CF1615A Closing The Gap

Description

There are $ n $ block towers in a row, where tower $ i $ has a height of $ a_i $ . You're part of a building crew, and you want to make the buildings look as nice as possible. In a single day, you can perform the following operation: - Choose two indices $ i $ and $ j $ ( $ 1 \leq i, j \leq n $ ; $ i \neq j $ ), and move a block from tower $ i $ to tower $ j $ . This essentially decreases $ a_i $ by $ 1 $ and increases $ a_j $ by $ 1 $ . You think the ugliness of the buildings is the height difference between the tallest and shortest buildings. Formally, the ugliness is defined as $ \max(a)-\min(a) $ . What's the minimum possible ugliness you can achieve, after any number of days?

Input Format

The first line contains one integer $ t $ ( $ 1 \leq t \leq 1000 $ ) — the number of test cases.
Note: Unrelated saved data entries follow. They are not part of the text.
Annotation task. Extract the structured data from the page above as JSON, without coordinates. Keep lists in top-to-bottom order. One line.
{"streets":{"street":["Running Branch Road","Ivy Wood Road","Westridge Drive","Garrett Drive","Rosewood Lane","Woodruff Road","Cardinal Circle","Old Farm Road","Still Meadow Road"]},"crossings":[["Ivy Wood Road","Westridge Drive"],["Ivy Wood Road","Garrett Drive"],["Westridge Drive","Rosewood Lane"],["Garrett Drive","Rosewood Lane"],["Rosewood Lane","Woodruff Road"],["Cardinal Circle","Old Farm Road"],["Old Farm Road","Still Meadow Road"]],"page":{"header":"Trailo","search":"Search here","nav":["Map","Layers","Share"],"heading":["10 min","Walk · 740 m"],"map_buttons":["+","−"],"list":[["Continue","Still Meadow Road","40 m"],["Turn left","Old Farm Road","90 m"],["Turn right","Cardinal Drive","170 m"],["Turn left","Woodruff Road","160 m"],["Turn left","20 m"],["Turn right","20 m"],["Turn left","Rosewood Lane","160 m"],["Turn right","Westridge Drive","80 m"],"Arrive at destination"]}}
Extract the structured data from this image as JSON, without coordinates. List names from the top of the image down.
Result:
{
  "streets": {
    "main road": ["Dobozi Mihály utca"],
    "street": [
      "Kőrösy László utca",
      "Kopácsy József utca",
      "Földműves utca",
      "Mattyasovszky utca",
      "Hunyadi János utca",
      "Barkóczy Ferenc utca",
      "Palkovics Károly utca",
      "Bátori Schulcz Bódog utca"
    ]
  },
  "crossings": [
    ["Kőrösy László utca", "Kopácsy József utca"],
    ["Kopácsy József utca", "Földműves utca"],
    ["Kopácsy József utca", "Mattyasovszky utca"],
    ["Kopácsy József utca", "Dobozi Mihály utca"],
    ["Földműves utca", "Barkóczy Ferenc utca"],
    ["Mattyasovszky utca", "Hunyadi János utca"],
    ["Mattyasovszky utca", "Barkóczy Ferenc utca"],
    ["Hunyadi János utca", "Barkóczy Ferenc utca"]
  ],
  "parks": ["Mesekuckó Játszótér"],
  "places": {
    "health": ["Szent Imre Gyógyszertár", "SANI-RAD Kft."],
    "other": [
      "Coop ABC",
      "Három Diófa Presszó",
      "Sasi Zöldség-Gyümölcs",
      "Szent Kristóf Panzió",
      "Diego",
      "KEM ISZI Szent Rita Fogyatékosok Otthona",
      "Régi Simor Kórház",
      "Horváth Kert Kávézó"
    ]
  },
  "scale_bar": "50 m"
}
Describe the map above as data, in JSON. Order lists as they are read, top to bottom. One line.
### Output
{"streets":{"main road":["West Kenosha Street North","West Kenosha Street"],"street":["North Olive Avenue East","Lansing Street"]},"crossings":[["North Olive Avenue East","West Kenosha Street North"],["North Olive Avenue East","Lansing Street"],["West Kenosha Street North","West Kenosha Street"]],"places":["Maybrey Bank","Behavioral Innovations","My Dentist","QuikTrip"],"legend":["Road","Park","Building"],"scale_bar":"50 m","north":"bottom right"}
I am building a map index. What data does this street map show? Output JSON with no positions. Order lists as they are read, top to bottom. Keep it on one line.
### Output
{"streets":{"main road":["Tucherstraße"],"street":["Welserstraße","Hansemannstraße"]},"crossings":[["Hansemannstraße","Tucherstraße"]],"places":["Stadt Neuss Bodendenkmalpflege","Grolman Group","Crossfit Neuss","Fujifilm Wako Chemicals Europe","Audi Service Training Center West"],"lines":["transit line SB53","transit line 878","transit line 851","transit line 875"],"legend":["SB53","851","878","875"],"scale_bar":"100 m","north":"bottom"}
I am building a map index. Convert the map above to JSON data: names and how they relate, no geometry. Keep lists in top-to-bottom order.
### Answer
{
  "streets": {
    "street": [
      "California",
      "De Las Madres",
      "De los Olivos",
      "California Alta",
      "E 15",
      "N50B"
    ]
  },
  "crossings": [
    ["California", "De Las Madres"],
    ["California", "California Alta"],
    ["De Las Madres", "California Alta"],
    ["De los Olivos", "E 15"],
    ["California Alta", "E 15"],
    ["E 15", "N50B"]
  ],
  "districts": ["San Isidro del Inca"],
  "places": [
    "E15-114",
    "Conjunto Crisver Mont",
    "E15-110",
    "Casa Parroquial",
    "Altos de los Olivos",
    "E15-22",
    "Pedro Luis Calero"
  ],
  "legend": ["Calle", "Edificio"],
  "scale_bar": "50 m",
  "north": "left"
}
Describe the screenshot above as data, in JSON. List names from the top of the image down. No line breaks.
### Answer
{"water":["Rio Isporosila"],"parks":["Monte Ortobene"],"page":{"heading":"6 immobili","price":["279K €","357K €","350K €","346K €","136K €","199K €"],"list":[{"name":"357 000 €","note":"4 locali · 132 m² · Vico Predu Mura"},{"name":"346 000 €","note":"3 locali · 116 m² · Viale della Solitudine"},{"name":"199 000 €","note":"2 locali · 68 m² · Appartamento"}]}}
Then $ t $ cases follow. The first line of each test case contains one integer $ n $ ( $ 2 \leq n \leq 100 $ ) — the number of buildings. The second line of each test case contains $ n $ space separated integers $ a_1, a_2, \ldots, a_n $ ( $ 1 \leq a_i \leq 10^7 $ ) — the heights of the buildings.

Output Format

For each test case, output a single integer — the minimum possible ugliness of the buildings.

Explanation/Hint

In the first test case, the ugliness is already $ 0 $ . In the second test case, you should do one operation, with $ i = 1 $ and $ j = 3 $ . The new heights will now be $ [2, 2, 2, 2] $ , with an ugliness of $ 0 $ . In the third test case, you may do three operations: 1. with $ i = 3 $ and $ j = 1 $ . The new array will now be $ [2, 2, 2, 1, 5] $ , 2. with $ i = 5 $ and $ j = 4 $ . The new array will now be $ [2, 2, 2, 2, 4] $ , 3. with $ i = 5 $ and $ j = 3 $ . The new array will now be $ [2, 2, 3, 2, 3] $ . The resulting ugliness is $ 1 $ . It can be proven that this is the minimum possible ugliness for this test.